___ RECORDS FOR THE EXERCISE ___

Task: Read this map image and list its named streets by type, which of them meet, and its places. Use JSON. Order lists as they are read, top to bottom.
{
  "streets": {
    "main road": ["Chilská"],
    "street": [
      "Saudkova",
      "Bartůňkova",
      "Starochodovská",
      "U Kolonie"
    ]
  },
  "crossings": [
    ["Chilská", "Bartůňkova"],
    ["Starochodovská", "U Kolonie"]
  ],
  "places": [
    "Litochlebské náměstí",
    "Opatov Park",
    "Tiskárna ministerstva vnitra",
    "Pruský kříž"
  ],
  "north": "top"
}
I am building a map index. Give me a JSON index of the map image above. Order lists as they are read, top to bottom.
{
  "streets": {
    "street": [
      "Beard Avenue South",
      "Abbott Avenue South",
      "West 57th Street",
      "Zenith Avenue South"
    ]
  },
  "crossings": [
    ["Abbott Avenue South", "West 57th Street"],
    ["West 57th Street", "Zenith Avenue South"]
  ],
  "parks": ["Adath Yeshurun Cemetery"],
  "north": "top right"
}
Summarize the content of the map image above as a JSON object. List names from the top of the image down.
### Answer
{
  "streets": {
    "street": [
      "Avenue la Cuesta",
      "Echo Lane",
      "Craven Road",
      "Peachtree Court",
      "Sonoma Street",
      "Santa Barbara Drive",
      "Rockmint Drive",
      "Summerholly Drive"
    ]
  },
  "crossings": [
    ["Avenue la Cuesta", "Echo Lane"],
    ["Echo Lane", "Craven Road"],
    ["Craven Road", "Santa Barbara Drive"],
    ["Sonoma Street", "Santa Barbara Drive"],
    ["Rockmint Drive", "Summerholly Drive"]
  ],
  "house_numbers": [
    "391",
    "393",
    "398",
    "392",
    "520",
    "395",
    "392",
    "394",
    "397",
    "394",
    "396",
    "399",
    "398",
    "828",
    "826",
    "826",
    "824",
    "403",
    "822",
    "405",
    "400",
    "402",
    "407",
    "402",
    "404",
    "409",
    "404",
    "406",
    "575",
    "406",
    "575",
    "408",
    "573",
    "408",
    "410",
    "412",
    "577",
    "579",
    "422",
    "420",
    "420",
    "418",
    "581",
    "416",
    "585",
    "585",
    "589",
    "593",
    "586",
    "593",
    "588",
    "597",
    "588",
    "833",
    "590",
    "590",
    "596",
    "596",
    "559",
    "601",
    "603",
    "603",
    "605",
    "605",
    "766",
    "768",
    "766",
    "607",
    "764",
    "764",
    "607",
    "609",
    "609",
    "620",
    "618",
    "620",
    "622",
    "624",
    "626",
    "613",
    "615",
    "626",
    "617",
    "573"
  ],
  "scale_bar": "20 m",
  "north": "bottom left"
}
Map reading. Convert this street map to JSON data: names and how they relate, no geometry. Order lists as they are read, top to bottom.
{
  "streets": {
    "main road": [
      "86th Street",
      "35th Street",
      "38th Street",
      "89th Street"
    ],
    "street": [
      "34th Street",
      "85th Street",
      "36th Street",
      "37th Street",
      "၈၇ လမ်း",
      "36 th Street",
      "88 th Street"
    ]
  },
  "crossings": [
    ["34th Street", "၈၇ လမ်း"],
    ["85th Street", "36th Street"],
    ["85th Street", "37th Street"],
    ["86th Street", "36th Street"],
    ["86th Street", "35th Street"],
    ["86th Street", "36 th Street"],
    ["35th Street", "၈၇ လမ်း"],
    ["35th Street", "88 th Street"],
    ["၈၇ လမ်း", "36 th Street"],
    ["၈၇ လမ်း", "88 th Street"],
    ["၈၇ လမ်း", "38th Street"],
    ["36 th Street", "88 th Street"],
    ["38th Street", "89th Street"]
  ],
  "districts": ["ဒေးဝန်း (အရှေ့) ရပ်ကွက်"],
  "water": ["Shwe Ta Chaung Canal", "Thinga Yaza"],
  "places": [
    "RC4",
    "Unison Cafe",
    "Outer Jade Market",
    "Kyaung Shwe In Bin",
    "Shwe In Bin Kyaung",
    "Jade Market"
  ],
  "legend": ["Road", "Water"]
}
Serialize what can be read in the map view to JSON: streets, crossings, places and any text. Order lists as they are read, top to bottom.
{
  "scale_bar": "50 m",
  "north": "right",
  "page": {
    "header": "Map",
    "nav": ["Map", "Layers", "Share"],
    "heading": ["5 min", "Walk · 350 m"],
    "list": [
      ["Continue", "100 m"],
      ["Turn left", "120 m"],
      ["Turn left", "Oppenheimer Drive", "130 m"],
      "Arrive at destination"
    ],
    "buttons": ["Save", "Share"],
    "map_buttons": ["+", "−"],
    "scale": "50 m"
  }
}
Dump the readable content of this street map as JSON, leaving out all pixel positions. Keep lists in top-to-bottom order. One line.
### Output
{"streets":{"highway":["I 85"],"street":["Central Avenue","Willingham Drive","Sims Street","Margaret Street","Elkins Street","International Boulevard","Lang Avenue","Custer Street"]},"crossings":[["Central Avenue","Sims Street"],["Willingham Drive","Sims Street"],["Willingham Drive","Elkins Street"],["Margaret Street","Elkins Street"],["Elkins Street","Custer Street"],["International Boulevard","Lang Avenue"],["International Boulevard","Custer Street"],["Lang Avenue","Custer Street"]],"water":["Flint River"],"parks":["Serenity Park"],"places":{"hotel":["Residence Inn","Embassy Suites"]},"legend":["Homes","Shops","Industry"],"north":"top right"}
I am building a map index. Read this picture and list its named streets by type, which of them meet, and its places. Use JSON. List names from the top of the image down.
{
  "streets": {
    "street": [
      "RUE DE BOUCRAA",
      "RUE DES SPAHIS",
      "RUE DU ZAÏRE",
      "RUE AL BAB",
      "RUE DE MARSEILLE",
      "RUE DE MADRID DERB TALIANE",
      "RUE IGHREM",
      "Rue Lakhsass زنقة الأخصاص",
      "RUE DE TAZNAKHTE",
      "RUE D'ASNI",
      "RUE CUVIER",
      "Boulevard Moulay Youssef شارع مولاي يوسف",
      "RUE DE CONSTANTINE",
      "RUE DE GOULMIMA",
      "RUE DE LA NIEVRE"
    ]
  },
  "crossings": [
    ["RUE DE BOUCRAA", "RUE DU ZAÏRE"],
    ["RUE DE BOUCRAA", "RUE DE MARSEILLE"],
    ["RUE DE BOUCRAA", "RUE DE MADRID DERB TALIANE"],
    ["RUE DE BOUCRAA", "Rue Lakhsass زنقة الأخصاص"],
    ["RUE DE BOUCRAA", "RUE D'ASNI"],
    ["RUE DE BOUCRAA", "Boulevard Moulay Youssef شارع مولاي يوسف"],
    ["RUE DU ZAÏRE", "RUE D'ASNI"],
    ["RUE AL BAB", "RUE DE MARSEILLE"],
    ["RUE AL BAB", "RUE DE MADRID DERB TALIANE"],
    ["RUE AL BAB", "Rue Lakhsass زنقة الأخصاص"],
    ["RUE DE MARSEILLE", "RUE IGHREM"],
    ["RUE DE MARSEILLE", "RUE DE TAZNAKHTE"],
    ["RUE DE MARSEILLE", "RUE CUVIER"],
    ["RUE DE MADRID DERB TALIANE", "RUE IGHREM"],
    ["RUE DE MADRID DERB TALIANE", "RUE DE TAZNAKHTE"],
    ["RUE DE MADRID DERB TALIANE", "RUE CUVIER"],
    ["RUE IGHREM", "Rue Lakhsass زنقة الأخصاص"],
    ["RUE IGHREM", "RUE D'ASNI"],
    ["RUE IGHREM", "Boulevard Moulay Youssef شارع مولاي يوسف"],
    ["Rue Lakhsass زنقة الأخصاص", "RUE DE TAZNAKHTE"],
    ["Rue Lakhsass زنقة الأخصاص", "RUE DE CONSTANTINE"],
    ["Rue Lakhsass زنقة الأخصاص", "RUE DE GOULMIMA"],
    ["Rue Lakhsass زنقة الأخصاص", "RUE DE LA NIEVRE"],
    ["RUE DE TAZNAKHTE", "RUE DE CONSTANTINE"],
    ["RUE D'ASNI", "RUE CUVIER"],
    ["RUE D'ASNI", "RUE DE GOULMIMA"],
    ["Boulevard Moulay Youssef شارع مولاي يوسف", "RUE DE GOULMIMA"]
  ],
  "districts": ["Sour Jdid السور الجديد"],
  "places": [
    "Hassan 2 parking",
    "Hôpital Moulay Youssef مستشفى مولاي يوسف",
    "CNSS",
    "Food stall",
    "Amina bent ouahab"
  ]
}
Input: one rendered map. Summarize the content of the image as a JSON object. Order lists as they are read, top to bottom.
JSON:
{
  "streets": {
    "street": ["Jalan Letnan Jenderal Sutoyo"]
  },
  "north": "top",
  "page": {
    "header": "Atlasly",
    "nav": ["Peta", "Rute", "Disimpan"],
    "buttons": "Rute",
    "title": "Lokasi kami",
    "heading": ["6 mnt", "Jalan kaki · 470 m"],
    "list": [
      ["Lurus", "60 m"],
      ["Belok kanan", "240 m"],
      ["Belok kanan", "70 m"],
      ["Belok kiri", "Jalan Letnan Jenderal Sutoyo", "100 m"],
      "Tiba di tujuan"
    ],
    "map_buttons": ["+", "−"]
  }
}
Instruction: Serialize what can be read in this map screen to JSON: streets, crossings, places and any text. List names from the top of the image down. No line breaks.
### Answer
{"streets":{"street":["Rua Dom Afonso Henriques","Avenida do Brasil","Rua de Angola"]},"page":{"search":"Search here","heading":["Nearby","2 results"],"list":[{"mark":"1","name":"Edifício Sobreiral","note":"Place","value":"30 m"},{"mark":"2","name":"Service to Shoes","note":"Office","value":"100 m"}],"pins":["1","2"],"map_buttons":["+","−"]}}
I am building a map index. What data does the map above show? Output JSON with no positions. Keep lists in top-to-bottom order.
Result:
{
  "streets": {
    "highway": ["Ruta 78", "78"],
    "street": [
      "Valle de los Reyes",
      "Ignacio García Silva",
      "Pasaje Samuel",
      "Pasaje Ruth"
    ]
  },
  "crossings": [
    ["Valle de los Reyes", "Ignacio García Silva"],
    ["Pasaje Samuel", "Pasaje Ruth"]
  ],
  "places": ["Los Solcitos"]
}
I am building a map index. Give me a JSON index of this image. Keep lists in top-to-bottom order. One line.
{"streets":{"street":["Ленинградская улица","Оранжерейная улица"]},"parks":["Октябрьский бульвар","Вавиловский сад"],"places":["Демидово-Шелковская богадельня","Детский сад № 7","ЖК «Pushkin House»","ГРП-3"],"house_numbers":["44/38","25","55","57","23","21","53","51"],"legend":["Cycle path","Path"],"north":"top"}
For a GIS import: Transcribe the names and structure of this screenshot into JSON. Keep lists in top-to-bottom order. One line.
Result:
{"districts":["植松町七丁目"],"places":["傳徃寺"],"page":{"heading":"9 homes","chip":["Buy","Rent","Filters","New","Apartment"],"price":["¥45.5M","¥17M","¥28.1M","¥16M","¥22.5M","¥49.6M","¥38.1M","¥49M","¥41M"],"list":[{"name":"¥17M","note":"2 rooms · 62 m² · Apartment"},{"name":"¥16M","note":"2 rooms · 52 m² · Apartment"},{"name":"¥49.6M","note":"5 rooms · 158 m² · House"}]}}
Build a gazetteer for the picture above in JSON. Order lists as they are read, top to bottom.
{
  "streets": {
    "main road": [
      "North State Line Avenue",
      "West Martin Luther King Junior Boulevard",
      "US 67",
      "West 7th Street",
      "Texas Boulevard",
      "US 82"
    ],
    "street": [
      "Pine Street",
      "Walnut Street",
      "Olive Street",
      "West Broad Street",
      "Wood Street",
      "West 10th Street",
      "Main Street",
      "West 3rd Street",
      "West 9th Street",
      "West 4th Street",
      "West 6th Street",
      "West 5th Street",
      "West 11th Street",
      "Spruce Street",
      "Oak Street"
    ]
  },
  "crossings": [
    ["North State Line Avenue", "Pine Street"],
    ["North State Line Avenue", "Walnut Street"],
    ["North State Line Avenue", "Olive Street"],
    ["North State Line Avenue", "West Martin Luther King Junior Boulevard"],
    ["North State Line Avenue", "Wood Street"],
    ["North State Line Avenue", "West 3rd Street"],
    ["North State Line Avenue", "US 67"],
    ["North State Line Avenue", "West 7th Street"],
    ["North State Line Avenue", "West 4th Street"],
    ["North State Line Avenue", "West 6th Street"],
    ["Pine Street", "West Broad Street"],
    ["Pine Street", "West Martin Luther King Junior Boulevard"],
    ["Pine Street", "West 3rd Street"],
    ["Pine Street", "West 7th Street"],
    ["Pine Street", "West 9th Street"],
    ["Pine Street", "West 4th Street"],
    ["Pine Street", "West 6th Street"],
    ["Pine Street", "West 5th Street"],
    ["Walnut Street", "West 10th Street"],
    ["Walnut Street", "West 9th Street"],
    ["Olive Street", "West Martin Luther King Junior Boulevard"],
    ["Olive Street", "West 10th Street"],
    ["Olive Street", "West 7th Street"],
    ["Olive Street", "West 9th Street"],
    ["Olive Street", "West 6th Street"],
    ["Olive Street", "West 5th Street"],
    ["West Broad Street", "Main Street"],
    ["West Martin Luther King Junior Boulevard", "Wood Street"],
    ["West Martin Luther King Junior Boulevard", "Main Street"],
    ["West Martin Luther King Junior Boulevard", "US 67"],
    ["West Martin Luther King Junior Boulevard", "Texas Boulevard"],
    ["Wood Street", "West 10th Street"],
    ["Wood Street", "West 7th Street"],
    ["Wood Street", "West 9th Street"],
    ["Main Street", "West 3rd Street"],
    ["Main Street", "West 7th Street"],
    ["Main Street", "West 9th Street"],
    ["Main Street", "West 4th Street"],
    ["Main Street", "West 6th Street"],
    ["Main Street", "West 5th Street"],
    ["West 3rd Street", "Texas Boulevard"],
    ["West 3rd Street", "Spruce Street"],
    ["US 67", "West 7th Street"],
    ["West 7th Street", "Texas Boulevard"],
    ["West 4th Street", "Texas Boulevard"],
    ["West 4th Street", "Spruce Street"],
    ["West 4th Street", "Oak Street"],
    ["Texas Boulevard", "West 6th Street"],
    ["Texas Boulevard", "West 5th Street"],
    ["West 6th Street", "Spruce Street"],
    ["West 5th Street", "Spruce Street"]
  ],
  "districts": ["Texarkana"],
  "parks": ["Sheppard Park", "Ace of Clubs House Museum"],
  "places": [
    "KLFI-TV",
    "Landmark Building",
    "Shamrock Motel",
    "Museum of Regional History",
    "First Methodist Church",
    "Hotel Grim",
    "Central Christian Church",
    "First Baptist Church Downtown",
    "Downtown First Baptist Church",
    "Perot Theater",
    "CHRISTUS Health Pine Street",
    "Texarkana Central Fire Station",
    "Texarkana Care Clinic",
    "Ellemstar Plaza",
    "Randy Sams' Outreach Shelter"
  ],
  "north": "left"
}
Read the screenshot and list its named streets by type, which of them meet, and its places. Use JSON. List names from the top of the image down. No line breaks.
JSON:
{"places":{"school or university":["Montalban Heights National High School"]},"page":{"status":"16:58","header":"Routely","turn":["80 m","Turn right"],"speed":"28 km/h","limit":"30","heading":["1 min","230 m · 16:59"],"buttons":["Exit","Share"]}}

___

Scan the records for the word "Craven" and copy every line where it is found.

      "Craven Road",
    ["Echo Lane", "Craven Road"],
    ["Craven Road", "Santa Barbara Drive"],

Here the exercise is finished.